Cause: Autosomal recessive mutation in CFTR gene (chromosome 7) → defective Cl⁻ transport.
Effect: Thick, dehydrated mucus → impaired mucociliary clearance → chronic infections.
List 3 impaired defenses in CF airways.
Mucus plugging: Traps bacteria (e.g., P. aeruginosa).
TLR dysregulation: ↑TLR2 (hyperinflammation), ↓TLR4 (reduced LPS detection).

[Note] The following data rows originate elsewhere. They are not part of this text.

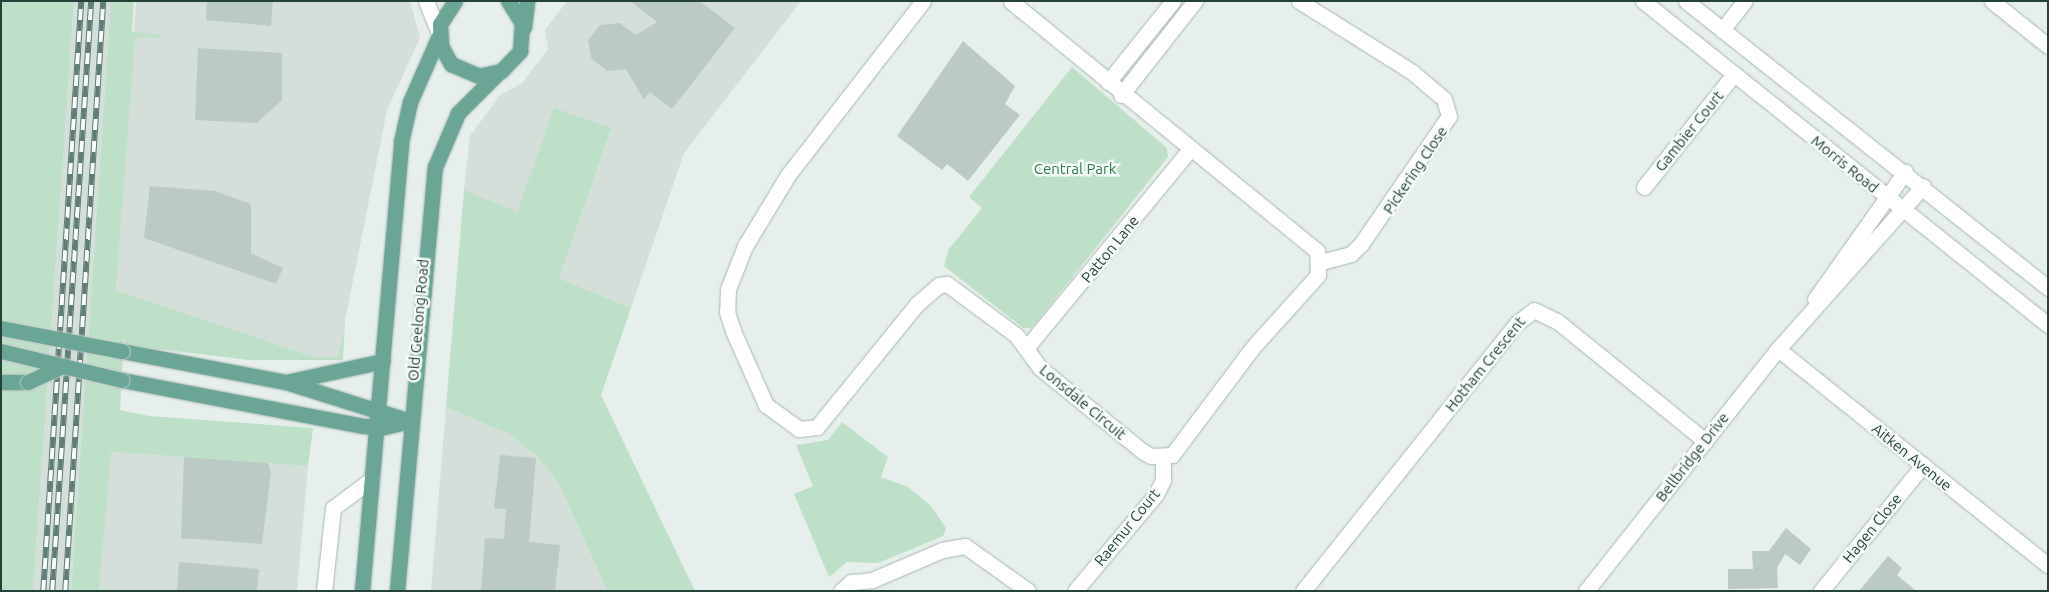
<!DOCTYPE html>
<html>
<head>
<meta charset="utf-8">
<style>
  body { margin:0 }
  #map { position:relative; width:2049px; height:592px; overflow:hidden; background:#e6efeb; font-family:Ubuntu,sans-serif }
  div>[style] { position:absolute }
  .built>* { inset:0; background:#d4dfda }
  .green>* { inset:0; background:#bfe0c8 }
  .building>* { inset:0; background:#bbcac4 }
  .roads { filter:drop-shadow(0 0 1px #a8b8b2) drop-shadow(0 0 1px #a8b8b2) }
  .street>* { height:15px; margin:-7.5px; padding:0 7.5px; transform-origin:7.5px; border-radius:7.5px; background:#fff }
  .secondary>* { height:15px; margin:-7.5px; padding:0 7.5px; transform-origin:7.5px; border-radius:7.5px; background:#fff }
  .primary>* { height:15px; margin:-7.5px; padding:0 7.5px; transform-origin:7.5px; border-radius:7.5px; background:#6aa596 }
  .rail>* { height:5.5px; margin-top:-2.75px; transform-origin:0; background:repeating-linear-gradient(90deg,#f7fbf9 0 11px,#5f7d75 0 22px); box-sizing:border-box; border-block:1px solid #5f7d75 }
  .bridges { filter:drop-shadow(0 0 1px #c2cac8) drop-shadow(0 0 1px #c2cac8) }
  .primary-bridge>* { height:15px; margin:-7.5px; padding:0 7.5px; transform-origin:7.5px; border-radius:7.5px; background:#6aa596 }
  span { translate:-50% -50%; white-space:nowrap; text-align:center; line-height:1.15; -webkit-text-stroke:5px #f7fbf9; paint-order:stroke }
  .street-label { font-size:15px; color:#24423a }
  .park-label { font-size:15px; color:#2d7a4b }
  .frame { position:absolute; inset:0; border:2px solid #24423a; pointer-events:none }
</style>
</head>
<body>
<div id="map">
  <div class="built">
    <div style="clip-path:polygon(74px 1px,111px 1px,71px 591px,33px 591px)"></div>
    <div style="clip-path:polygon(136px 1px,410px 1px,420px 38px,387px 110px,338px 356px,317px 358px,116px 290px)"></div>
    <div style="clip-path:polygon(567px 1px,801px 1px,684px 153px,631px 308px,559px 278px,612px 129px,554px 109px,517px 213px,464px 190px,470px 136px,500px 95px,522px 83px,548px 49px,545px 30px)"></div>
    <div style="clip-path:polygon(446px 407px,509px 434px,539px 458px,560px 486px,607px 591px,431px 591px)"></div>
    <div style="clip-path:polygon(110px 452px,308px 466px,297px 591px,99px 591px)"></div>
  </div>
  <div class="green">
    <div style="clip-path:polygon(1px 1px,74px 1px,33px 591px,1px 591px)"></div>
    <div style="clip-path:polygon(111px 1px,134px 1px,132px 32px,161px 34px,160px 38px,135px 37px,116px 290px,317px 358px,338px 356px,345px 322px,343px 360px,248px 360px,151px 348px,126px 344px,124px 338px,120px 410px,149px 416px,313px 428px,308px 466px,111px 452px,99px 591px,71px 591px)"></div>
    <div style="clip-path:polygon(1072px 67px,1167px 148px,1168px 157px,1032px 328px,1023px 328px,944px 266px,949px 249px,982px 208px,969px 197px)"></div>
    <div style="clip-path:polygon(554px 108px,612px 128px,559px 278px,631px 308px,601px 395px,695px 591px,607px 591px,560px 486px,539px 458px,509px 434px,446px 407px,464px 190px,517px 212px)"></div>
    <div style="clip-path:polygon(842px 422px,888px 457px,881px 477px,908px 487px,931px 506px,946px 528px,943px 536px,878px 563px,847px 562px,829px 577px,794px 494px,813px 486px,796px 445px,828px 440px)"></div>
  </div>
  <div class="building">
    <div style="clip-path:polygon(207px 1px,273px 1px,271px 26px,206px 20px)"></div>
    <div style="clip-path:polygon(630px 1px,700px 1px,735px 28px,672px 109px,650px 92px,644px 100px,626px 69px,607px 71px,591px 58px,588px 40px,600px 25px,620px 23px,636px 35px,657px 22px)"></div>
    <div style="clip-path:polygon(963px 41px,1015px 86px,1005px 104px,1020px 115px,968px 181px,947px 164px,942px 170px,897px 136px)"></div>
    <div style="clip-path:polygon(198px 48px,282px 53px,282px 100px,257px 123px,195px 120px)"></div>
    <div style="clip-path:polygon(150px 186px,215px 191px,251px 204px,251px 253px,283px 268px,276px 284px,144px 238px)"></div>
    <div style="clip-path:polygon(500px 455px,536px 458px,529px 542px,560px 545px,555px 591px,481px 591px,485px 538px,504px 539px,506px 509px,494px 508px)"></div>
    <div style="clip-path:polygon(184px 457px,268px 463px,271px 472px,262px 544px,181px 538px)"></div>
    <div style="clip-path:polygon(1786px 528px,1811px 549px,1800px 565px,1785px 554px,1777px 568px,1778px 588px,1728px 589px,1728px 569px,1753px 569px,1752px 551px,1769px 551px)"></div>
    <div style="clip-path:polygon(1888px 556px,1902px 568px,1897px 575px,1916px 591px,1859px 591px)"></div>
    <div style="clip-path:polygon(179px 562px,259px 569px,257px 591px,177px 591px)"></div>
  </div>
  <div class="roads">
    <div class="street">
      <div style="left:923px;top:1px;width:220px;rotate:127.8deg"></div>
      <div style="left:788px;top:175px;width:83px;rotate:121.2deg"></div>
      <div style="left:745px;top:246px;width:46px;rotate:111.6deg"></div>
      <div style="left:728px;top:289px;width:23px;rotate:92deg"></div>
      <div style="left:727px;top:312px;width:20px;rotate:72deg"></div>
      <div style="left:733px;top:331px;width:81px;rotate:66deg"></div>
      <div style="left:766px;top:405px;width:41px;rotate:36deg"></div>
      <div style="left:799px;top:429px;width:18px;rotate:-6deg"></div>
      <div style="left:817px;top:427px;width:159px;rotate:-50.9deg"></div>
      <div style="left:917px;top:304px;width:29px;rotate:-41deg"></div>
      <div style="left:939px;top:285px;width:8px;rotate:-7deg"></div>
      <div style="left:947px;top:284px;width:86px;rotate:36.5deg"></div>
      <div style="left:1016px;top:335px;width:41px;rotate:54deg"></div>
      <div style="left:1040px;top:368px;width:132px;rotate:39.1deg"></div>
      <div style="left:1142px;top:451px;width:10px;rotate:29deg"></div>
      <div style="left:1151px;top:456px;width:21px;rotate:-3deg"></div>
      <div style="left:1172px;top:455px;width:135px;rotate:-53.1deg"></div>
      <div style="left:1253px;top:347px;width:97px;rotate:-47.9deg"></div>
      <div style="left:1318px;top:275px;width:24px;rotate:-92deg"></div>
      <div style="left:1317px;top:251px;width:395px;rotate:-140.8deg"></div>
      <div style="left:1299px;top:1px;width:133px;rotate:32.1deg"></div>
      <div style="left:1412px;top:72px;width:42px;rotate:40.2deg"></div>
      <div style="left:1444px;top:99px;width:18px;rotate:74deg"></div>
      <div style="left:1449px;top:116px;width:155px;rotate:124.5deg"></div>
      <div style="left:1361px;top:244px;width:14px;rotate:135deg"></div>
      <div style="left:1351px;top:254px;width:31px;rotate:165deg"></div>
      <div style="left:1992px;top:1px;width:72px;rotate:38.8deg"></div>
      <div style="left:1722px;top:30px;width:37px;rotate:-52deg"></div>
      <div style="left:1108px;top:82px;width:104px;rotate:-51.3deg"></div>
      <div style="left:1121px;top:95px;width:120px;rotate:-51.8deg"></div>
      <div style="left:1644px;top:187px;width:144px;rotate:-51.5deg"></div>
      <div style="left:1027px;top:347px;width:256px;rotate:-50.5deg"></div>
      <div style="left:1778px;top:349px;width:346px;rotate:38.7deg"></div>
      <div style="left:324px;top:591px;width:83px;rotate:-83.8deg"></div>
      <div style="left:333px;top:508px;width:49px;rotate:-36.6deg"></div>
      <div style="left:841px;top:591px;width:13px;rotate:-42deg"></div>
      <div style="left:851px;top:582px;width:21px;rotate:-5deg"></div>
      <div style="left:872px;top:580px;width:76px;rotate:-23.2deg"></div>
      <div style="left:942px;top:550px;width:23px;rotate:-10deg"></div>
      <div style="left:965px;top:546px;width:77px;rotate:35.5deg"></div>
      <div style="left:1075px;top:591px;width:126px;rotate:-50.1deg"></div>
      <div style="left:1156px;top:494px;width:16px;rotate:-63deg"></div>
      <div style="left:1163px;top:480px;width:22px;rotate:-90deg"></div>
      <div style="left:1303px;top:591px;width:343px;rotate:-51.4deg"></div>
      <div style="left:1517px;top:323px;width:21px;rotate:-37deg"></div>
      <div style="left:1534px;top:310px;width:25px;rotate:26deg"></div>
      <div style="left:1557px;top:321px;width:191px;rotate:39deg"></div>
      <div style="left:1821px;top:591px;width:162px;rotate:-51deg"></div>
    </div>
    <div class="secondary">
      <div style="left:426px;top:1px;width:35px;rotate:68deg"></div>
      <div style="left:1643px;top:1px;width:519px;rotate:38.66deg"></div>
      <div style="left:1686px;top:1px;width:462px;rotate:38.4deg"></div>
      <div style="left:1815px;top:299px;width:156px;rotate:-54.7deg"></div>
      <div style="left:1586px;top:591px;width:309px;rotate:-51.6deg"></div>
      <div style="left:1778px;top:349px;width:218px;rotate:-48.3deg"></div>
    </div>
    <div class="primary">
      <div style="left:455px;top:1px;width:27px;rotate:123deg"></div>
      <div style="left:440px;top:24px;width:22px;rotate:87deg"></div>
      <div style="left:441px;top:46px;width:21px;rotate:61deg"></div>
      <div style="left:451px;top:64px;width:30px;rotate:23deg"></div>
      <div style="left:479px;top:76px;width:23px;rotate:-13deg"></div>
      <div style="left:501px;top:71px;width:28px;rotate:-46deg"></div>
      <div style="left:520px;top:51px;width:28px;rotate:-86deg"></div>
      <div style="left:522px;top:23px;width:26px;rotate:-122deg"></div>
      <div style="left:524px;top:27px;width:26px;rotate:-83deg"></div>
      <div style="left:122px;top:351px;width:167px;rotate:10.7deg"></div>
      <div style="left:286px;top:382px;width:130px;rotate:17.5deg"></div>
      <div style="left:122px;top:380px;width:245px;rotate:10.8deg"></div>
      <div style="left:363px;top:426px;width:21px;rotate:3deg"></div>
      <div style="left:384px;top:427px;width:27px;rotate:-13deg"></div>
      <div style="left:1px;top:382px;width:27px"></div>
      <div style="left:286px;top:382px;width:99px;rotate:-12.2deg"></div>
      <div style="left:362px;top:591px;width:451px;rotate:-85deg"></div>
      <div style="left:401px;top:142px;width:41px;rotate:-77.3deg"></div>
      <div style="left:410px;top:102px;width:72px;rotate:-66.3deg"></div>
      <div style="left:397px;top:591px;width:426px;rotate:-84.9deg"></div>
      <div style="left:435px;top:167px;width:59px;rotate:-66.9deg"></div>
      <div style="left:458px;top:113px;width:58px;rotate:-45deg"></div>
    </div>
  </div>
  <div class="rail">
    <div style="left:43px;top:591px;width:591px;rotate:-86.31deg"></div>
    <div style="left:52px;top:591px;width:591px;rotate:-86.22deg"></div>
    <div style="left:65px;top:591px;width:591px;rotate:-86.31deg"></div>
  </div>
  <div class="bridges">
    <div class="primary-bridge">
      <div style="left:1px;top:328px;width:123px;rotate:10.8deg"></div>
      <div style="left:1px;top:351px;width:124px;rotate:13.5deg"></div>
      <div style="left:28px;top:382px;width:38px;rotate:-25deg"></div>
    </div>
  </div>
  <div class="street-label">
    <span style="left:1689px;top:131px;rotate:-51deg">Gambier Court</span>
    <span style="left:1845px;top:164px;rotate:39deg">Morris Road</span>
    <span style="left:1415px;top:170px;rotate:-56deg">Pickering Close</span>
    <span style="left:1110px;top:249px;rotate:-51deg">Patton Lane</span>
    <span style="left:418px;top:320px;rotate:-85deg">Old Geelong Road</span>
    <span style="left:1485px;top:364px;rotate:-51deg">Hotham Crescent</span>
    <span style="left:1083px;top:402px;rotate:40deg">Lonsdale Circuit</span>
    <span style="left:1692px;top:457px;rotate:-52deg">Bellbridge Drive</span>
    <span style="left:1912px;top:457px;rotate:39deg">Aitken Avenue</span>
    <span style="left:1127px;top:527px;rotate:-51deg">Raemur Court</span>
    <span style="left:1872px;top:528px;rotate:-51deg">Hagen Close</span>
  </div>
  <div class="park-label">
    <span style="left:1075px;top:169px">Central Park</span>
  </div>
  <div class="frame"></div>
</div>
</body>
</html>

Neutrophil dysfunction: Excessive elastase degrades complement/sIgA.
Name 4 virulence factors and their roles.
Flagella: Adhesion to mucin; activates TLR5 (lost in chronic infection).
Pyocyanin: Inhibits cilia, induces neutrophil apoptosis.
Elastase B: Degrades ECM, lysozyme, sIgA.
Biofilm: Alginate-rich matrix → antibiotic resistance.
How does P. aeruginosa acquire iron in CF airways?
Produces siderophores (pyoverdine/pyochelin) to steal Fe³⁺ from host transferrin/lactoferrin.
Why are biofilms problematic in CF?
Protection: Shields bacteria from neutrophils/antibiotics.
Phenotype shift: Mucoid alginate overproduction → chronic infection.
Compare P. aeruginosa in early vs. chronic CF infection.
Early: Motile, virulent, antibiotic-sensitive.
Chronic: Mucoid, reduced virulence, hypermutator (antibiotic-resistant).
How is P. aeruginosa identified in the lab?
Culture: Pseudomonas Isolation Agar (pyocyanin pigment; cetrimide/nalidixic acid selective).
Microscopy: Gram-negative rods.
Why is P. aeruginosa hard to treat in CF?
Biofilm resistance: Limits antibiotic penetration.
Hypermutation: Rapid resistance development (e.g., to tobramycin).
How does neutrophil elastase (NE) worsen CF?
NE → ↑IL-8 → recruits more neutrophils → tissue damage → chronic inflammation.
What % of adult CF patients develop chronic P. aeruginosa infections?
~44.5% (vs. 5.4% in pediatric patients).